Des Soudanaises prêtes à tout pour sauver leur famille

Parmi les personnes ayant traversé la frontière vers le Tchad, la majorité sont des femmes et des enfants, un grand nombre d’hommes ayant été tués, emprisonnés ou portés disparus au Soudan.

Tchad9 min

Depuis le début de la guerre au Soudan en avril 2023, plus de 550 000 Soudanais·e·s ont fui les violences et les attaques ethniques, en quête de sécurité dans l'est du Tchad.

Ces femmes, qui étaient déjà le pilier de leur foyer, portent désormais la responsabilité entière de subvenir aux besoins de leur famille, affrontant un avenir incertain avec courage et résilience. Ces témoignages illustrent la force et la détermination dont elles font preuve pour protéger leurs familles tout en fuyant les violences ethniques au Darfour.

« Dans le camp, nous ne sommes pas tué·e·s, mais nous n'avons rien à manger », Ghalia

« L’escalade de la violence dans mon quartier était horrible. Impossible de compter combien de personnes ont été tuées dans les rues. Le jour où ma maison a été attaquée, j'ai pris la fuite avec mon plus jeune enfant sur le dos. C’était le chaos dehors, il y avait tellement de monde que j'ai perdu mes autres enfants et mon mari. Des hommes armés nous ont dit de prendre la route vers l'ouest, vers le Tchad. 

Dans le village suivant, j'ai retrouvé mes enfants. Ils avaient réussi à rester ensemble et à se soutenir mutuellement. Ils avaient soif, faim, étaient fatigués et avaient peur, mais j'étais tellement soulagée. Je pensais qu'ils avaient été tués et que je ne les reverrais jamais.
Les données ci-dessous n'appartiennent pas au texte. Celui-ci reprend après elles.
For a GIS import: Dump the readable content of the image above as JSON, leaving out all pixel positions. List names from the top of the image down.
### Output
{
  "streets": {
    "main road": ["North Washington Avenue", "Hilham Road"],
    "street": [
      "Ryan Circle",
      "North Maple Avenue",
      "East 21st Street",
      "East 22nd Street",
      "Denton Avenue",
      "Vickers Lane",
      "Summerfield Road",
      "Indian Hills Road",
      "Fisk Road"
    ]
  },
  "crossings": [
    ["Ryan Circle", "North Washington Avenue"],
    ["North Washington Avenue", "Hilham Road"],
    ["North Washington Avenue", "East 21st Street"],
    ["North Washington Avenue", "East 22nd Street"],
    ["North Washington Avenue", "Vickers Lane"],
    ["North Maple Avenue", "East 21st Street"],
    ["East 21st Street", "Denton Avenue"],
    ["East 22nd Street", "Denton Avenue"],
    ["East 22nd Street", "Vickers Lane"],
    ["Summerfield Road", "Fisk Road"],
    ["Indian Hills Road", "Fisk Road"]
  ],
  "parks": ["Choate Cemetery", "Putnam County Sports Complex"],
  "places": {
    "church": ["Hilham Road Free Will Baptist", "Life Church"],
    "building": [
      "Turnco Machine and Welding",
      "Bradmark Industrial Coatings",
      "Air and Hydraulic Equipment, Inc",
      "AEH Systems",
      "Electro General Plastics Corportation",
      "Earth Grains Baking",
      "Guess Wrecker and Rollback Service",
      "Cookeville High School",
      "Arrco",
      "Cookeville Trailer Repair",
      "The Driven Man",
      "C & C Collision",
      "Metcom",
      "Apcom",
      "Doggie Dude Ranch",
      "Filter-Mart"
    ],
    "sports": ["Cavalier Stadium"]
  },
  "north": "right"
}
A Adré, nous avons trouvé refuge dans une école. Six jours plus tard, j'ai retrouvé mon mari à l'hôpital soutenu par les équipes MSF. Il avait reçu une balle dans le bras. Aujourd’hui, il lutte toujours contre la douleur et il ne peut plus soulever des objets lourds comme les jerrycans pour récupérer de l’eau. Je dois donc m'occuper de lui. 

Nous sommes arrivé·e·s dans le nouveau camp à la mi-juillet de l'année dernière. Ici, il n'y a pas de bombes ni de coups de feu. Nous ne nous faisons pas tuer, mais nous n'avons rien à manger. Certains jours, nous ne mangeons pas du tout. Nous dépendons entièrement de l'aide humanitaire, en particulier pour la nourriture. L’eau est également un grand problème. La file d'attente est très longue et je dois me lever tôt pour y placer mon jerrycan. Au Soudan, nous étions des agriculteur·rice·s. Mais ici, à Aboutengue, il n'y a rien. Nous sommes au milieu de nulle part. »

Ghalia a fui la guerre brutale au Soudan avec son mari, leurs cinq enfants âgés de 4 à 13 ans et deux de ses frères. Ils et elles sont arrivé·e·s dans le camp de réfugié·e·s d'Aboutengue en juillet 2023. Enceinte au moment de sa fuite, Ghalia a donné naissance à sa plus jeune fille, Makarima, à l'hôpital soutenu par MSF il y a quatre mois.

Ghalia a fui la guerre brutale au Soudan avec son mari, leurs cinq enfants âgés de 4 à 13 ans et deux de ses frères. Ils et elles sont arrivé·e·s dans le camp de réfugié·e·s d'Aboutengue en juillet 2023. Enceinte au moment de sa fuite, Ghalia a donné naissance à sa plus jeune fille, Makarima, à l'hôpital soutenu par MSF il y a quatre mois.

© Laora Vigourt/MSF

« Nous avons tous·tes pensé que nous allions mourir en chemin », Nafissa

« La guerre s'est certes intensifiée l'année dernière, mais il y avait déjà des violences dans notre région auparavant. Mon mari a été tué en 2022, et l'un de mes fils en mai 2023. Il n'avait que 10 ans. Il a été abattu dans la rue et a succombé à ses blessures à l'hôpital trois jours plus tard. Quand j'ai entendu parler de nouvelles attaques dans notre quartier, j'ai quitté ma maison avec mes deux enfants et je n'y suis jamais retournée.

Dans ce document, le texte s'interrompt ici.